Animals do need to get away from time to time, of course, I'm not denying that, but it's pretty excessive in the game, and rather than being "challenging" as I'm sure it's supposed to be it's just really annoying.
 
I've noticed a similar thing with temperatures. They get too cold or too hot, and multiple welfare notices pop up before they go to the shelter where the heater or cooler is. Sometimes the animal is just hanging out in the "blue" patch in its enclosure, even though there's an unoccupied warm area a few yards away.

I think the issue might be related to the distorted passage of long vs short time in the game. Days pass very quickly overall, but the animals still eat and access enrichment items in something closer to "real time," or we would never get to see them eating or playing as anything but a blur. So from the viewpoint of the game's timer, the minute or so of our time it takes for the animal to visit its food or toys is really hours of its being exposed to the noise or inclement weather.

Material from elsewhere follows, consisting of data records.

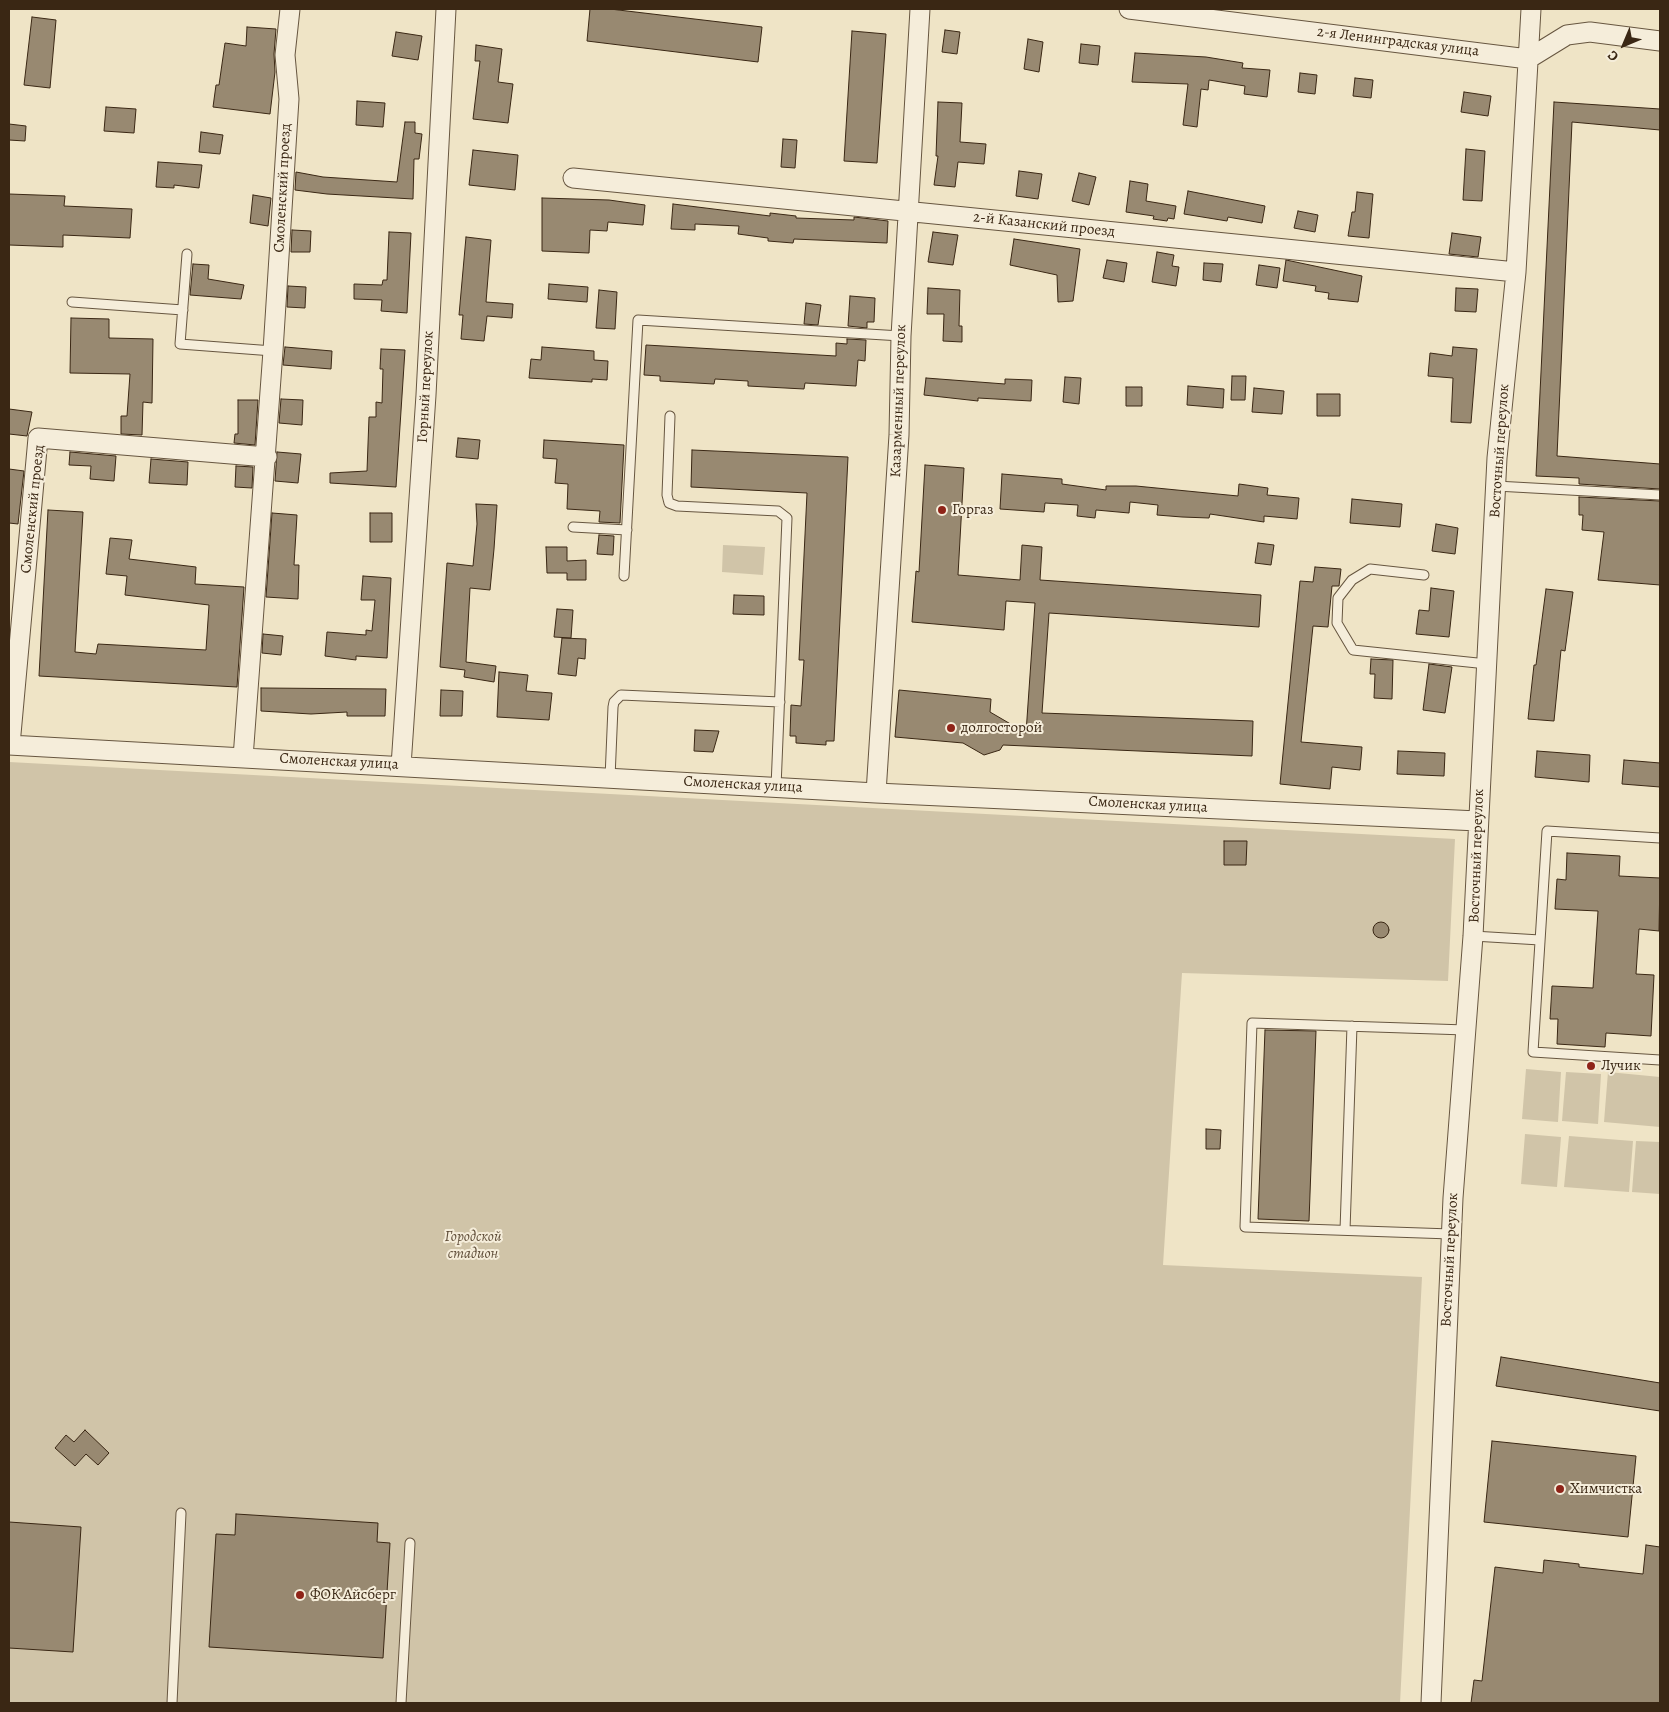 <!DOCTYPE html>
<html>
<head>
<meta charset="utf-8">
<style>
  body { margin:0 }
  #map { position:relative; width:1669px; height:1712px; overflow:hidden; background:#efe4c6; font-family:Alegreya,serif }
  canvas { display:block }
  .frame { position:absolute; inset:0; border:10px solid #3a2714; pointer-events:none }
  .north { position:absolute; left:1599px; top:20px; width:50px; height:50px; -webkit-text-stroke:4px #f5edda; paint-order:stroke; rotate:225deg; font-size:14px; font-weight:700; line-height:20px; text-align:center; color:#3a2714 }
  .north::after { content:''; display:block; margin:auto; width:18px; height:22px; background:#3a2714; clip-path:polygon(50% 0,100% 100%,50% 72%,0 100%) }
</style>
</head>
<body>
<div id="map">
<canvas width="1669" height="1712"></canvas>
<div class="frame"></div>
<div class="north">С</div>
</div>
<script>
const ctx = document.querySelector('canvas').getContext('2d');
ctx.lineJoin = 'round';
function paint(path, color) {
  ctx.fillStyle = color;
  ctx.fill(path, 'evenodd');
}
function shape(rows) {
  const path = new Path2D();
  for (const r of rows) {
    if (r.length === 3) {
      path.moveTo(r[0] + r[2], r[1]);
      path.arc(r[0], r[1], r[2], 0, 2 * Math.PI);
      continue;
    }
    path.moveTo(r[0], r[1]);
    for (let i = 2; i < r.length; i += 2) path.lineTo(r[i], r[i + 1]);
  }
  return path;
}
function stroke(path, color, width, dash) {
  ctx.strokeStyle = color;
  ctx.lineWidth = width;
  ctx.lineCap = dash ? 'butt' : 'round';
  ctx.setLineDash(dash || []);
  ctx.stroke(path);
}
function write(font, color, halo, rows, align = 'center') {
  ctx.font = font + ' Alegreya,serif';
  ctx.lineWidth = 4;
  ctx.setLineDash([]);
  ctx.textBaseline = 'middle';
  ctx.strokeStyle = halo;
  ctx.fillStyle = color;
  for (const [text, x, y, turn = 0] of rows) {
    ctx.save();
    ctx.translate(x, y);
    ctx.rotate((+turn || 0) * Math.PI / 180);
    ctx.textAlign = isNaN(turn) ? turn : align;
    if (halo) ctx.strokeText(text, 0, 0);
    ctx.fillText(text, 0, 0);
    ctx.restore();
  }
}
paint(shape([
  [723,545,765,547,763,575,722,572],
  [9,762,1455,839,1448,981,1182,973,1163,1265,1422,1277,1400,1703,9,1703],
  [1526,1069,1561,1072,1558,1122,1522,1119],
  [1566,1072,1601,1074,1598,1124,1562,1121],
  [1608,1072,1660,1077,1660,1127,1604,1122],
  [1525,1134,1561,1137,1557,1187,1521,1184],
  [1569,1136,1633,1141,1629,1192,1564,1187],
  [1636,1141,1660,1142,1660,1194,1632,1192]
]), '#d0c4a8');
const building = shape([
  [590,9,610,9,762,27,758,62,587,41,590,9],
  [32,17,56,20,50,88,24,85,32,17],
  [247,27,276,29,274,54,275,72,270,114,213,107,216,85,219,85,225,43,246,46,247,27],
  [945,30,960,32,957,54,942,52,945,30],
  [852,31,886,34,877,163,844,161,852,31],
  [396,32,422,36,418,60,392,56,396,32],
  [1028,39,1043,42,1039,72,1024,69,1028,39],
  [1081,44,1100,46,1098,65,1079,63,1081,44],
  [476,45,502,49,498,82,513,84,508,123,473,119,480,61,475,61,476,45],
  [1135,53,1206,57,1243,63,1242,68,1270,70,1267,97,1244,94,1245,86,1209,80,1208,90,1201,89,1197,127,1183,125,1188,84,1132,82,1135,53],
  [1300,73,1317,75,1315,94,1298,92,1300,73],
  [1355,78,1373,80,1371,98,1353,96,1355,78],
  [1464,92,1491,96,1488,116,1461,112,1464,92],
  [357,101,385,103,383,127,356,125,357,101],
  [938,102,962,103,960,142,986,144,984,164,958,162,955,187,934,185,938,156,936,156,938,102],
  [1554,102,1660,109,1660,130,1572,122,1557,456,1660,464,1660,489,1579,484,1579,478,1536,476,1554,102],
  [106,107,136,109,134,133,104,131,106,107],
  [405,122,415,122,415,133,422,134,419,159,414,159,413,199,327,194,295,190,296,172,323,177,397,182,405,122],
  [9,124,26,126,25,141,9,140,9,124],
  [201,132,223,135,220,154,199,152,201,132],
  [783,139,797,140,795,168,781,167,783,139],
  [1466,149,1485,151,1482,201,1463,200,1466,149],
  [473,150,518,155,515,190,469,185,473,150],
  [158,162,202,165,199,188,174,185,174,188,156,187,158,162],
  [1019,171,1042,174,1038,199,1016,196,1019,171],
  [1079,173,1096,177,1089,205,1072,201,1079,173],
  [1130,181,1148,184,1146,201,1176,206,1174,219,1168,218,1167,221,1153,219,1154,216,1126,212,1130,181],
  [1188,191,1265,206,1262,223,1228,217,1227,221,1184,214,1188,191],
  [1357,192,1373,194,1369,238,1348,236,1352,212,1355,212,1357,192],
  [9,194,65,196,64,206,132,209,130,238,63,235,63,247,9,245,9,194],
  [253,195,271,198,268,226,250,223,253,195],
  [542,198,609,200,645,205,643,225,608,222,607,231,590,230,589,253,542,251,542,198],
  [673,204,770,216,770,213,796,216,796,218,854,220,854,217,888,221,887,243,794,239,793,243,768,241,768,238,738,234,739,226,695,224,695,230,671,229,673,204],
  [1298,211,1318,215,1315,232,1294,228,1298,211],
  [292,230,311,231,310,252,291,252,292,230],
  [389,232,411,233,407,313,381,311,382,300,354,299,354,284,382,285,383,280,387,280,389,232],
  [933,232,958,235,953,265,928,262,933,232],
  [1452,233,1481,237,1478,257,1449,254,1452,233],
  [466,237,491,240,486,302,513,304,512,318,487,316,484,341,461,339,463,315,459,315,466,237],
  [1014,239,1080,249,1073,301,1058,302,1057,275,1010,265,1014,239],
  [1157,252,1174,255,1172,266,1179,267,1176,286,1152,282,1157,252],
  [1107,260,1127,263,1124,282,1103,278,1107,260],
  [1286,260,1362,276,1358,302,1328,299,1329,293,1315,291,1316,286,1283,281,1286,260],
  [1204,263,1223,264,1221,282,1203,280,1204,263],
  [193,264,209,265,208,279,244,285,241,299,190,295,193,264],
  [1259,265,1280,268,1277,288,1256,285,1259,265],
  [549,284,588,287,587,302,548,299,549,284],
  [288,286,306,287,305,308,287,307,288,286],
  [928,288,960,290,959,326,962,326,962,342,943,341,944,314,927,314,928,288],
  [1456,288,1478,289,1476,312,1455,311,1456,288],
  [599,290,617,292,615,329,596,328,599,290],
  [850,296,875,298,874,322,867,322,867,328,848,326,850,296],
  [806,303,821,305,818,325,804,324,806,303],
  [71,318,109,319,109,338,153,339,152,403,143,402,142,435,121,434,121,416,127,416,130,374,70,373,71,318],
  [847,339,866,340,865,361,858,360,856,386,805,383,804,389,748,386,748,381,715,379,714,384,660,381,660,376,644,375,646,345,836,356,836,343,847,344,847,339],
  [285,347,332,351,331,369,283,365,285,347],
  [542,347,594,351,594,360,608,361,607,380,592,379,592,382,529,378,531,359,541,360,542,347],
  [1453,347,1477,349,1471,423,1451,422,1453,378,1428,376,1430,353,1452,356,1453,347],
  [381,349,405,350,396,487,330,483,330,473,367,471,369,417,376,417,376,402,382,403,383,369,380,369,381,349],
  [1232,376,1246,376,1245,400,1231,400,1232,376],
  [1065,377,1081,378,1079,404,1063,402,1065,377],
  [926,378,1005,384,1005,379,1032,380,1031,401,978,398,978,401,924,395,926,378],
  [1188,386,1224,389,1223,408,1187,405,1188,386],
  [1126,387,1142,387,1142,406,1126,406,1126,387],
  [1254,388,1284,391,1282,414,1252,412,1254,388],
  [1317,394,1340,394,1340,416,1317,416,1317,394],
  [281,399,303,400,302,425,279,423,281,399],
  [238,400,258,400,255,445,234,443,235,434,238,434,238,400],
  [9,409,32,412,27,436,9,434,9,409],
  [458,438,480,440,478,459,456,457,458,438],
  [544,440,624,445,620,523,599,522,600,511,567,509,568,484,555,483,557,459,543,458,544,440],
  [692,450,848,457,834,741,826,741,826,745,796,743,796,736,790,736,791,705,801,706,804,660,799,660,807,493,691,487,692,450],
  [70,452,116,456,114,481,90,479,91,466,69,465,70,452],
  [277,452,301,454,298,483,275,481,277,452],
  [151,459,188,462,187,485,149,483,151,459],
  [925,465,964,468,958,575,1020,580,1022,545,1042,547,1040,580,1261,595,1259,627,1049,613,1042,713,1253,721,1252,756,1003,745,1000,750,984,755,963,743,895,737,899,690,991,699,990,712,1026,733,1035,603,1006,601,1004,630,912,622,916,571,919,572,925,465],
  [236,466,253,467,252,488,235,487,236,466],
  [9,469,24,471,18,524,9,523,9,469],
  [1002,474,1062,479,1062,484,1106,490,1106,486,1136,486,1238,496,1239,484,1268,488,1267,495,1299,498,1297,519,1264,516,1264,522,1210,514,1209,518,1182,517,1157,515,1158,505,1130,502,1129,513,1096,510,1095,518,1077,516,1078,505,1045,503,1044,512,1000,509,1002,474],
  [1579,497,1660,501,1660,585,1598,580,1604,532,1582,530,1583,515,1579,515,1579,497],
  [1352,499,1402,504,1400,527,1350,523,1352,499],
  [476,504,497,505,494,549,490,590,470,588,466,662,496,666,494,682,464,677,465,670,440,667,447,563,473,566,477,524,476,504],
  [48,510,83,512,75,652,96,654,98,644,206,650,209,605,125,595,127,576,106,574,110,538,132,540,129,559,196,567,195,584,244,587,237,687,39,676,48,510],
  [272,513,297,515,294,565,299,565,298,599,266,597,272,513],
  [370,513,392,513,392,542,370,542,370,513],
  [1436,524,1458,528,1455,554,1432,551,1436,524],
  [599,535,614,536,613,555,597,554,599,535],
  [1258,543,1274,545,1271,565,1255,563,1258,543],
  [546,547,567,547,567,561,586,560,586,580,567,580,567,573,547,573,546,547],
  [1315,567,1341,569,1339,586,1332,586,1328,627,1313,626,1301,742,1362,747,1360,770,1332,767,1330,789,1280,784,1300,581,1313,582,1315,567],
  [363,576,391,578,387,658,356,656,356,660,325,656,327,632,366,635,366,630,372,631,375,600,361,600,363,576],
  [1431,588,1454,591,1449,637,1416,634,1419,610,1429,611,1431,588],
  [1546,589,1573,592,1565,651,1561,650,1554,721,1528,719,1534,665,1536,665,1546,589],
  [734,595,764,596,764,615,733,614,734,595],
  [557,609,573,610,571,638,554,637,557,609],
  [263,634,283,636,281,655,262,653,263,634],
  [562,638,586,639,585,659,578,658,576,676,558,674,562,638],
  [1371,659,1393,660,1392,699,1374,698,1375,674,1370,674,1371,659],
  [1429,664,1452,667,1445,713,1423,710,1429,664],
  [499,672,528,675,526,691,552,693,549,720,497,717,499,672],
  [261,688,386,689,385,716,347,716,347,712,311,714,261,711,261,688],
  [441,690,463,691,462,716,440,716,441,690],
  [695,730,719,731,713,752,694,751,695,730],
  [1398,751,1445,753,1444,776,1397,774,1398,751],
  [1537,751,1590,755,1589,782,1535,777,1537,751],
  [1624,760,1660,763,1660,787,1622,784,1624,760],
  [1224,841,1247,841,1246,865,1224,865,1224,841],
  [1567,853,1620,856,1619,876,1660,878,1659,931,1639,929,1636,974,1654,975,1651,1036,1606,1033,1605,1047,1557,1044,1558,1019,1550,1019,1552,986,1593,988,1598,911,1555,909,1557,879,1566,880,1567,853],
  [1381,930,8],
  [1265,1030,1316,1031,1309,1221,1258,1219,1265,1030],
  [1206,1129,1221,1130,1220,1149,1206,1149,1206,1129],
  [1501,1357,1660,1383,1660,1411,1496,1386,1501,1357],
  [85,1430,109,1453,98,1465,86,1454,75,1466,55,1448,66,1435,74,1442,85,1430],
  [1492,1441,1636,1456,1628,1537,1484,1522,1492,1441],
  [236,1514,378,1523,377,1542,390,1543,383,1658,209,1647,216,1534,235,1535,236,1514],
  [9,1522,81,1527,73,1652,9,1648,9,1522],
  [1646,1545,1660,1547,1660,1703,1471,1703,1474,1680,1482,1681,1495,1567,1543,1573,1544,1560,1579,1564,1579,1567,1643,1574,1646,1545]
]);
paint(building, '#988971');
stroke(building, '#3a2714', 1);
const lane = shape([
  [187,254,180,344,273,351],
  [72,302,183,310],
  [670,416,667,495,669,503,677,506,778,511,787,518,776,787],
  [1496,486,1660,495],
  [573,527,627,530],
  [1424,575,1370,569,1352,580,1338,598,1337,623,1353,650,1487,664],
  [624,576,638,320,901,336],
  [610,778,613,707,614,702,621,695,780,702],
  [1660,838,1547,831,1533,1052,1660,1060],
  [1473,936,1540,940],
  [1345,1230,1352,1026],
  [1451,1234,1245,1227,1252,1023,1466,1030],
  [172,1703,181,1513],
  [401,1703,410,1543]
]);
const street = shape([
  [1129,9,1528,59,1567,35,1590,32,1660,41],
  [573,178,1516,272],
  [9,745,876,793,1478,821],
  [10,745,38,438,267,457],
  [243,758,273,351,289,99,285,55,290,9],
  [401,766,426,395,446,9],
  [876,793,899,435,901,336,920,9],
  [1431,1703,1453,1198,1473,936,1497,458,1516,272,1531,9]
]);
stroke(lane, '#675640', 11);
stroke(street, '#675640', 21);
stroke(lane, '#f5edda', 9);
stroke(street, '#f5edda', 19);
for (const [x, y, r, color] of [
  [942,510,5,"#8f2418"],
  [951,728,5,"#8f2418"],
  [1591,1066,5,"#8f2418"],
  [1560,1489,5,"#8f2418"],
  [300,1595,5,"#8f2418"]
]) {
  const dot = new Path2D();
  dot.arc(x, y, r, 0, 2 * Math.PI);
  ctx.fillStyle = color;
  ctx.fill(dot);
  stroke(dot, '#f5edda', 2);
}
write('15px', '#3a2714', '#f5edda', [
  ["2-я Ленинградская улица",1398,42,7],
  ["Смоленский проезд",283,188,-87],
  ["2-й Казанский проезд",1044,225,6],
  ["Горный переулок",426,387,-87],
  ["Казарменный переулок",899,401,-88],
  ["Восточный переулок",1500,451,-86],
  ["Смоленский проезд",33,509,-84],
  ["Смоленская улица",339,762,3],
  ["Смоленская улица",743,785,3],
  ["Смоленская улица",1148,805,3],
  ["Восточный переулок",1477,856,-88],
  ["Восточный переулок",1450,1260,-87]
]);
write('15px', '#3a2714', '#f5edda', [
  ["Горгаз",952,510],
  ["долгосторой",961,728],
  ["Лучик",1601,1066],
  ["Химчистка",1570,1489],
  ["ФОК Айсберг",310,1595]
], 'left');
write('italic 15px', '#604e39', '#f5edda', [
  ["Городской",473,1237],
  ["стадион",473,1254]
]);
</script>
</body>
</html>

Still, the protesters do seem to show up pretty quickly. You'd think it might take more than a few hours for them to organize and get out there to protest a cold lemur or a stressed Formosan bear.
 
I've noticed a similar thing with temperatures. They get too cold or too hot, and multiple welfare notices pop up before they go to the shelter where the heater or cooler is. Sometimes the animal is just hanging out in the "blue" patch in its enclosure, even though there's an unoccupied warm area a few yards away.
It seems like they don't even try to get away from the Heat anymore even though they did in the Past. My Himalayan Brown Bears are often just laying there when it is way too hot even though their Cave is cold and I've solved the Accessibility Problems. At least sometimes one of them goes into the Water which is also cooled down a bit.
It's worst with the Grey Seals even though Frontier claimed they've fixed it. I've even added a few cold Areas because they don't want to swim when it is hot. They prefer it to lay in hot Areas instead and a big Part of their Enclosure is Concrete. Wouldn't that make it even worse for them to not move to the cooled Areas? At least the 2 Penguins that live in there with them seem to be smart enough (didn't put them in there myself. One of them somehow got in there when the Penguins escaped and she seemed to really like it in there, so she is allowed to stay. The other Penguin is her Son which hatched short after that)
 
(didn't put them in there myself. One of them somehow got in there when the Penguins escaped and she seemed to really like it in there, so she is allowed to stay. The other Penguin is her Son which hatched short after that)
I'm sorry, but this is super cute...

My animals seem to search for the last tiny bit of an enclosure that is not cooled down. Honestly, the heater-cooler thing is a petpeeve for me. It's not realistic!!At least not here in germany, don't know how they handle the situation with Polar Bears in warmer climate.
I'd rather give them a shelter they actually use then put coolers everywhere. If we could turn off seperate welfare options in sandbox, I'd turn this off.
 
I usually do some type of rockwork and just scatter it around the habitat and then decorate it with foliage. I have something similar going on with my pangolin habitat. From the guest's view is "now you see them, now you don't, now you see them, now you don't". The animals always have a quick hiding spot and the guests can still see them enough that they are happy with the view.